Scott's has already forced national Democratic groups to spend resources on Florida.
"It's uncomfortable for the Nelson people," said Steve Schale, a Democratic strategist who ran Barack Obama's 2008 Florida campaign and was twice opposite Scott in the 2010 and 2014 races for governor. "Scott's ability to get on TV early really makes a difference. When you're on the other side, you have to ask yourself, is it better to define yourself early or not?"
The race, however, will not be decided by TV ads but by Trump, Schale argues. "It's going to come down to what the national mood is in October. If the voters are upset with Donald Trump, they are not going to vote for Rick Scott."
Scott has conspicuously avoided mentioning Trump on the campaign trail but it wasn't long ago they were taking selfies together and visiting at the White House and Mar-a-Lago. "The videotape exists," Schale said.
Democrats also point out that Scott's previous election wins were exceedingly narrow (1.2 percentage points in 2010 and 1 percentage point in 2014) despite vastly outspending rivals Alex Sink and Crist.
"All Gov. Scott has got is a lot of money," said Sen. Chris Van Hollen of Maryland, who oversees Senate elections for Democrats. "You can say, 'Well, a win's a win,' which is true. But very importantly, both of those years were huge Republican years. Now he's up against someone who's been a real leader for Florida."
Nelson hasn't gone up on TV but has gotten help from Senate Majority PAC, an outside group that spent $2.2 million on a biographical ad. The group, which has also reserved TV time for after Labor Day, last week released an online ad that mimicked one of Scott's showing Nelson through the years: highlighting points in Scott's business and political career that have been marked with controversy, including the $1.7 billion fine his former hospital company paid to settle a Medicare fraud investigation.
Democrats have also raised conflict of interest questions based on Scott's personal wealth growing during his time in office (Scott has put his money in a blind trust that remains the subject of a lawsuit).

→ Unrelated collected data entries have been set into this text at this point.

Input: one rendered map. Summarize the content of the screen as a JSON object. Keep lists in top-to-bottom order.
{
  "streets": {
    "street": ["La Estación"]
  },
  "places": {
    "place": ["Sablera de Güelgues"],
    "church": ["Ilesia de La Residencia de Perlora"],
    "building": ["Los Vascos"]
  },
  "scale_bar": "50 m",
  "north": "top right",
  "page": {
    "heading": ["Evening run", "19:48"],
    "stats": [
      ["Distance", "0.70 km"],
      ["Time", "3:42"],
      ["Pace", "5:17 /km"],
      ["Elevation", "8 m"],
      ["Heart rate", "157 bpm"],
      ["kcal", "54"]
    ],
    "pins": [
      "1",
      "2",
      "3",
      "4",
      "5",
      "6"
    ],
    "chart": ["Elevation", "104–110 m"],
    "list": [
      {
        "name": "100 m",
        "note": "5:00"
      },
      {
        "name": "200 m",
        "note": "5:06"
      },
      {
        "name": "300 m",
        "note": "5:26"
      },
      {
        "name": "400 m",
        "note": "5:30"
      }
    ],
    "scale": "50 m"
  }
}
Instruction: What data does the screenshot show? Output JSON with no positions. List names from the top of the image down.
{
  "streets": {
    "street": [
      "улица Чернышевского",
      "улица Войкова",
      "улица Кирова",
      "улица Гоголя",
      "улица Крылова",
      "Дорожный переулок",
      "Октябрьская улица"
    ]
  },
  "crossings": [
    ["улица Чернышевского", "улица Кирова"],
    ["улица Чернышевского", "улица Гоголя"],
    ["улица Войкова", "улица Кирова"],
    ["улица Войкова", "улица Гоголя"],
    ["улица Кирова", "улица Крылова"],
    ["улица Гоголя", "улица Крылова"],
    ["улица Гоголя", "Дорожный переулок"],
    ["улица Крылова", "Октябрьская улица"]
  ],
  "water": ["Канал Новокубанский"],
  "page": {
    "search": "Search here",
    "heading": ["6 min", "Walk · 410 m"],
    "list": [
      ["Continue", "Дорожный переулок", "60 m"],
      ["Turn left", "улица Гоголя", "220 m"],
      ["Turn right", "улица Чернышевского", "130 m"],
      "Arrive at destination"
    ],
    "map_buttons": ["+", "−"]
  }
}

On the campaign trail, Scott has faced negative news coverage over alleged cronyism and coziness with special interests that have fueled his political committees.
Hours after Scott released his World Cup ad, Nelson announced his first Spanish-language spot, though it was intended for social media and came amid criticism that his outreach to a key constituency is lagging.
Nelson hasn't had to work this hard in his past two elections against lightweight opposition. Scott as governor has higher visibility than Nelson, whose Senate career lacks a defining moment. Former Democratic state Sen. Chris Smith of Fort Lauderdale worries about a growing number of younger independent voters who are newly registered and don't know Nelson.
On the other end, older voters appear to be favoring Scott. An AARP/Politico poll released last week showed Scott with a 9 percentage point lead among voters 50 or older — highly reliable voters. It also showed Trump fares better among that group than the voting population at large.
Morgan, Florida's leading advocate for medical marijuana use, said independent voters may be the key to the race. If they vote for divided government — a Republican president and a Democratic Senate — it's a good sign for Nelson.
"As much as Republicans want Trump and Democrats don't want Trump, the independents want a check on each of the branches," Morgan said. "It's going to be a dogfight."